FAKTA – Komisi I DPR RI menjaring aspirasi guna memperkaya rekomendasi terhadap perubahan kedua Undang-Undang (UU) No. 11 Tahun 2008 tentang Informasi dan Teknologi Informasi (ITE).
Aspirasi tersebut dijaring dari Komisi Perlindungan Anak Indonesia (KPAI), Trust Indonesia(ADTI), dan Pemantau Regulasi dan Regulator Meda (P2R Media), Lembaga Kajian Hukum Teknologi (LKHT), UI, dan Asosiasi E-Commerce Indonesia (idEA – Indonesian E-Commerce Association) yang merupakan wadah komunikasi antar pelaku industri E-Commerce Indonesia.
Wakil Ketua Komisi I DPR RI, Abdul Kharis Almasyhari menegaskan, perubahan kedua UU ITE ini merupakan komitmen DPR untuk menghilangkan pasal-pasal yang dinilai ‘karet’.
“Saya perlu sampaikan bahwa UU (Nomor 11 Tahun 2008 tentang ITE) ini direvisi (dengan) latar belakangnya adalah munculnya pasal ‘karet’. Jadi, semangat kita (Komisi I DPR) adalah ingin menghilangkan pasal ‘karet’ maka kita ubah agar tidak menjadi ‘karet’ lagi,” ujar Kharis saat membuka Rapat Dengar Pendapat Komisi I DPR dengan KPAI, ADTI, IDEA, LKHT, UI dan P2R Media di Gedung Nusantara I, Senayan, Jakarta, Rabu (23/8/2023).
Ia menyebutkan pembahasan perubahan kedua Undang-Undang (UU) Nomor 11 Tahun 2008 tentang ITE sudah berlangsung selama 8 (delapan) bulan. Setiap proses yang dilewati, ungkapnya, telah melalui sejumlah rangkaian rapat dengan melibatkan berbagai pihak terkait.

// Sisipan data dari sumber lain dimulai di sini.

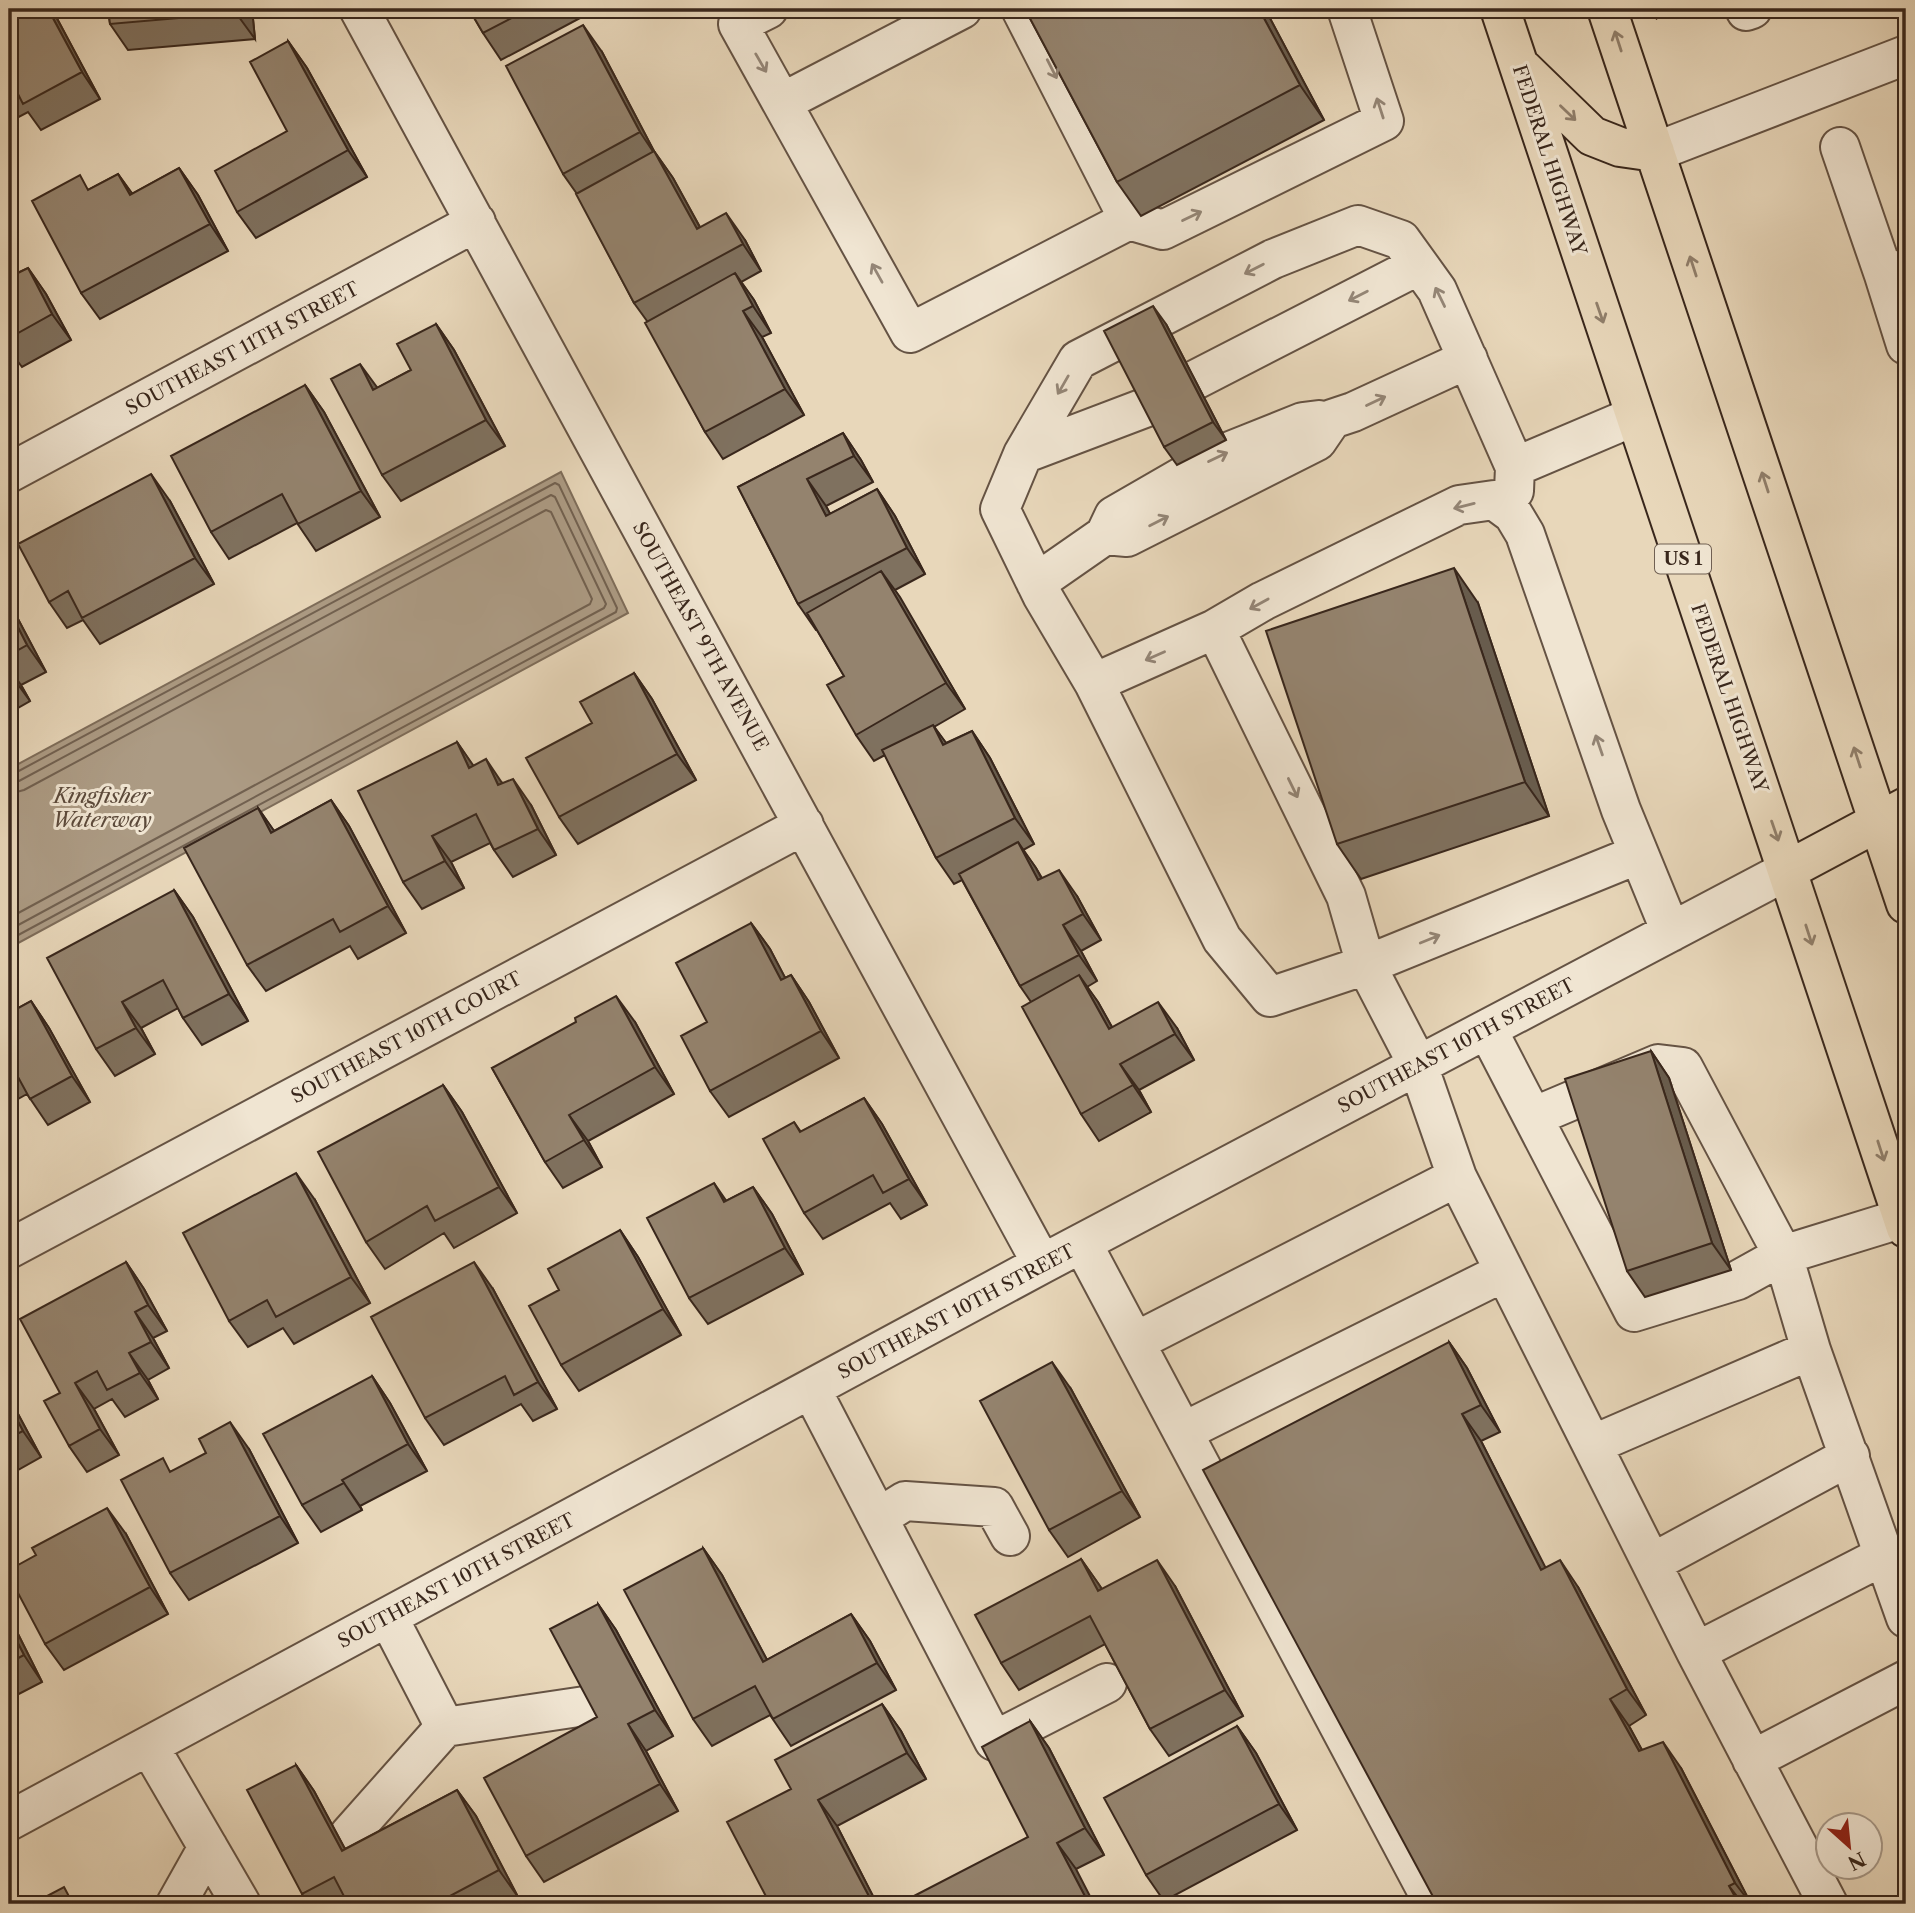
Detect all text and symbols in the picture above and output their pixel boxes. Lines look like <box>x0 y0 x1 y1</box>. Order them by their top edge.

Maka dari itu, Politisi Fraksi PKS berharap revisi kedua UU ITE ini akan menciptakan kondisi kondusif yang minim polemik sekaligus berdampak pada penguatan keamanan siber di Indonesia. Terakhir, ia ingin agenda ini menjadi bukti nyata bahwa DPR selalu menjunjung keterlibatan publik dalam Undang-Undang terkait ITE agar meminimalisir dari kesalahan pemahaman dan penerapan.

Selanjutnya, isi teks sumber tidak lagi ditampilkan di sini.